Problem: Copy every line that contains the string "JSON" from the entries below.

Supplied records:
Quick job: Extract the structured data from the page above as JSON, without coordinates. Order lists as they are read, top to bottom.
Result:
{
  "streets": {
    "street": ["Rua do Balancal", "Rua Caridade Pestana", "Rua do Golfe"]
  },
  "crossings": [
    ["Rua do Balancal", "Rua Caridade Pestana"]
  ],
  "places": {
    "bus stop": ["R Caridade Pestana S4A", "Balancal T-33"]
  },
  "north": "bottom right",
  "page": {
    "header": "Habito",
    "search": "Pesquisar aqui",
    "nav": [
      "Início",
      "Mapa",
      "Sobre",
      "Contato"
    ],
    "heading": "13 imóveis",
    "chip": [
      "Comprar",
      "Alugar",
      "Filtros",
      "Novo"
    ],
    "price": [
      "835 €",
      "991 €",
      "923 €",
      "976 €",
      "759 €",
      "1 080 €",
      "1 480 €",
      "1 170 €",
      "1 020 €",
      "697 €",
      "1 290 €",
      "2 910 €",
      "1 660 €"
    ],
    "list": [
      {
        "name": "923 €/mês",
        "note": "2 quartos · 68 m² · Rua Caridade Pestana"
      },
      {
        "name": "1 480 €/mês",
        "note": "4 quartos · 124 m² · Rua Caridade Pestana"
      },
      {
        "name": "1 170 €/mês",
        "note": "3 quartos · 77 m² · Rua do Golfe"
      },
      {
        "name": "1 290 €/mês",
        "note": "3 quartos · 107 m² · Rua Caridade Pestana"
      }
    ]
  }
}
--
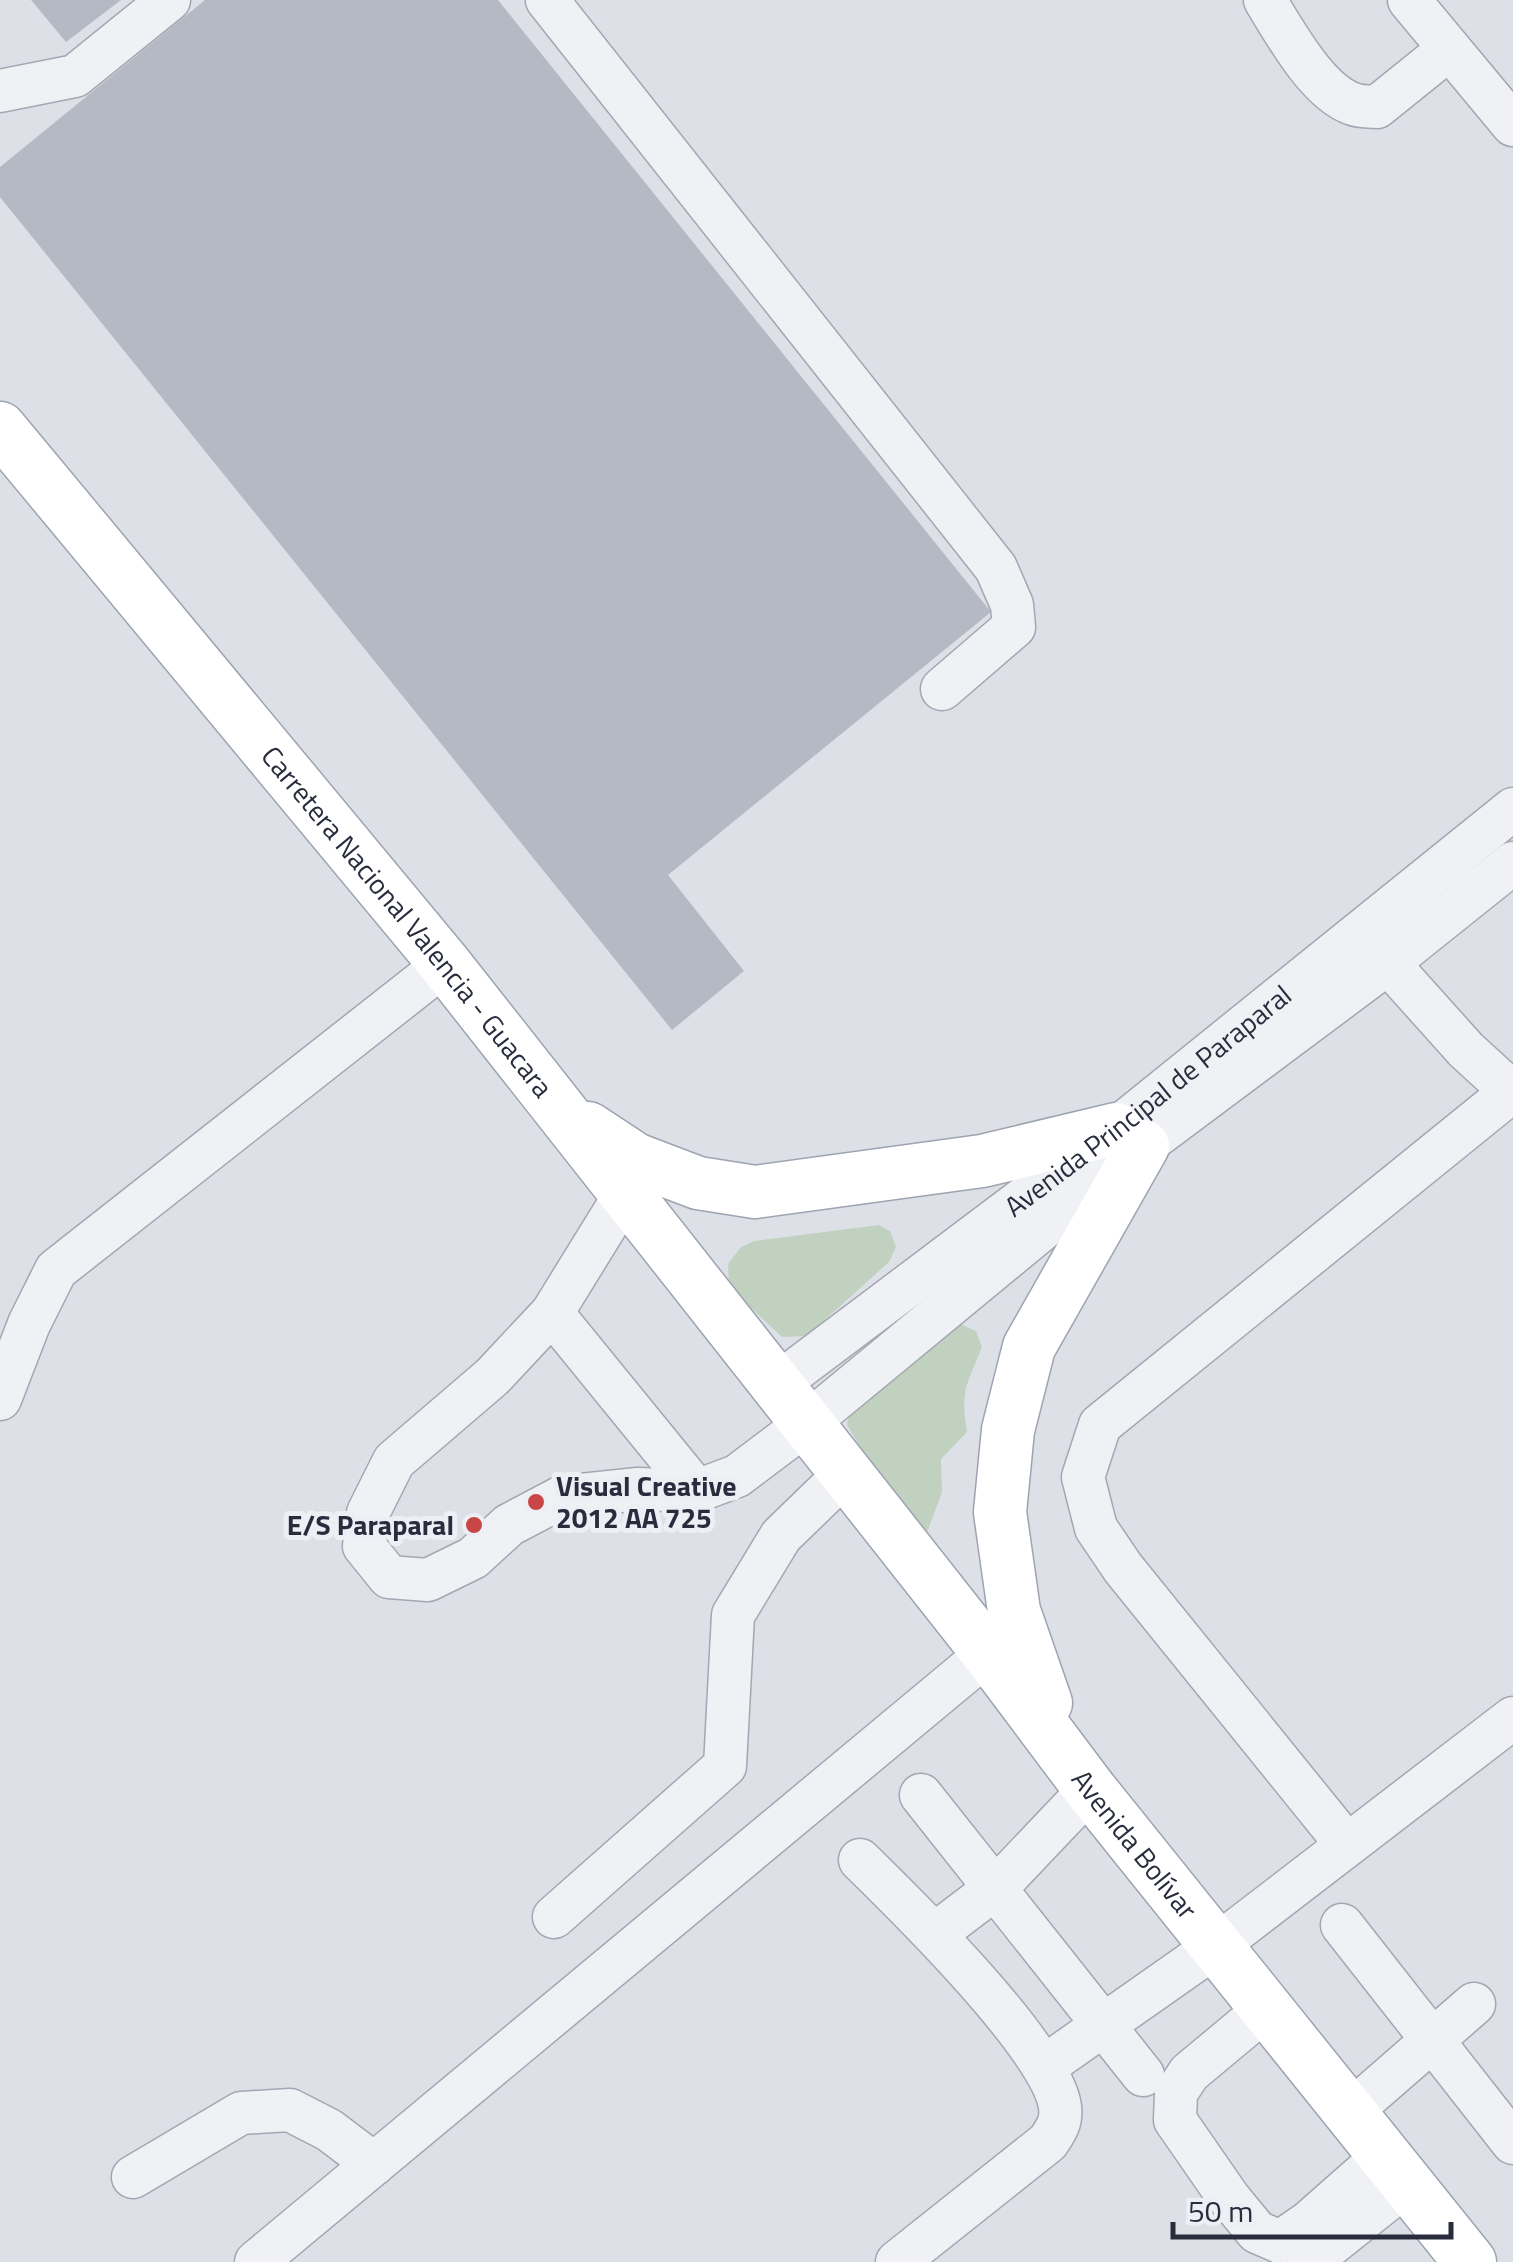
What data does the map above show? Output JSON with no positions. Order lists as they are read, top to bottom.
--
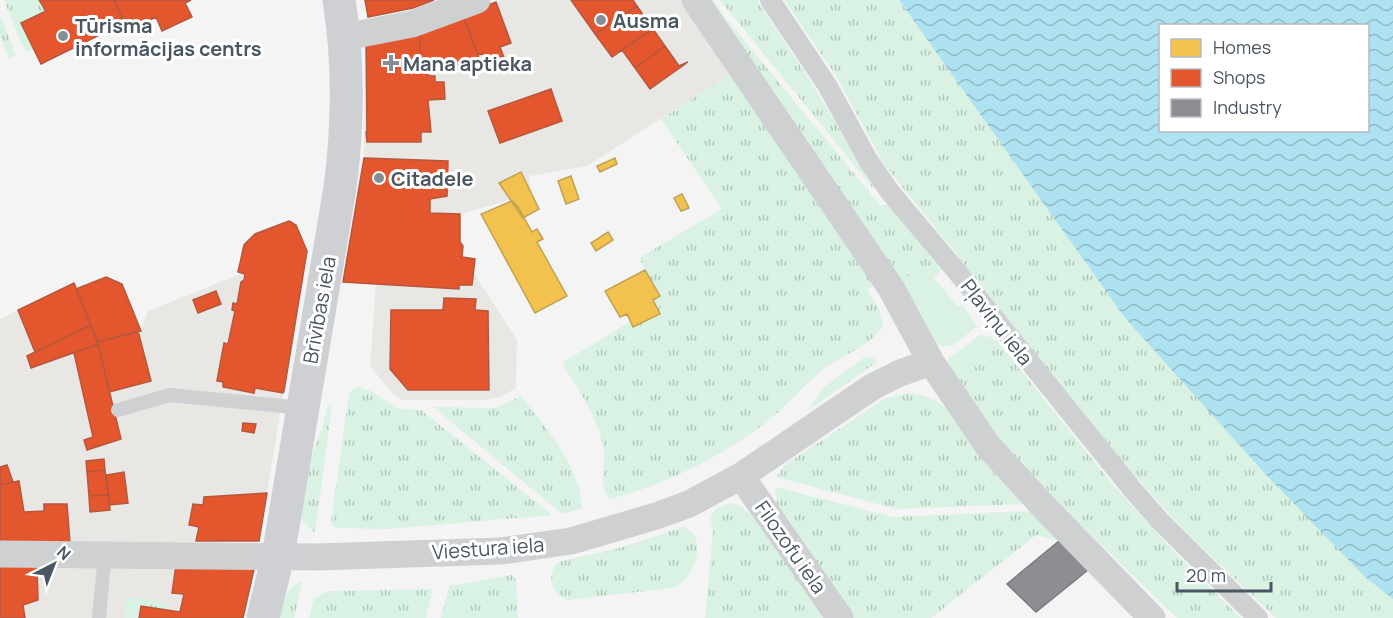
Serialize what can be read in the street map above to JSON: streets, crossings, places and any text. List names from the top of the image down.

Answer space:
Quick job: Extract the structured data from the page above as JSON, without coordinates. Order lists as they are read, top to bottom.
What data does the map above show? Output JSON with no positions. Order lists as they are read, top to bottom.
Serialize what can be read in the street map above to JSON: streets, crossings, places and any text. List names from the top of the image down.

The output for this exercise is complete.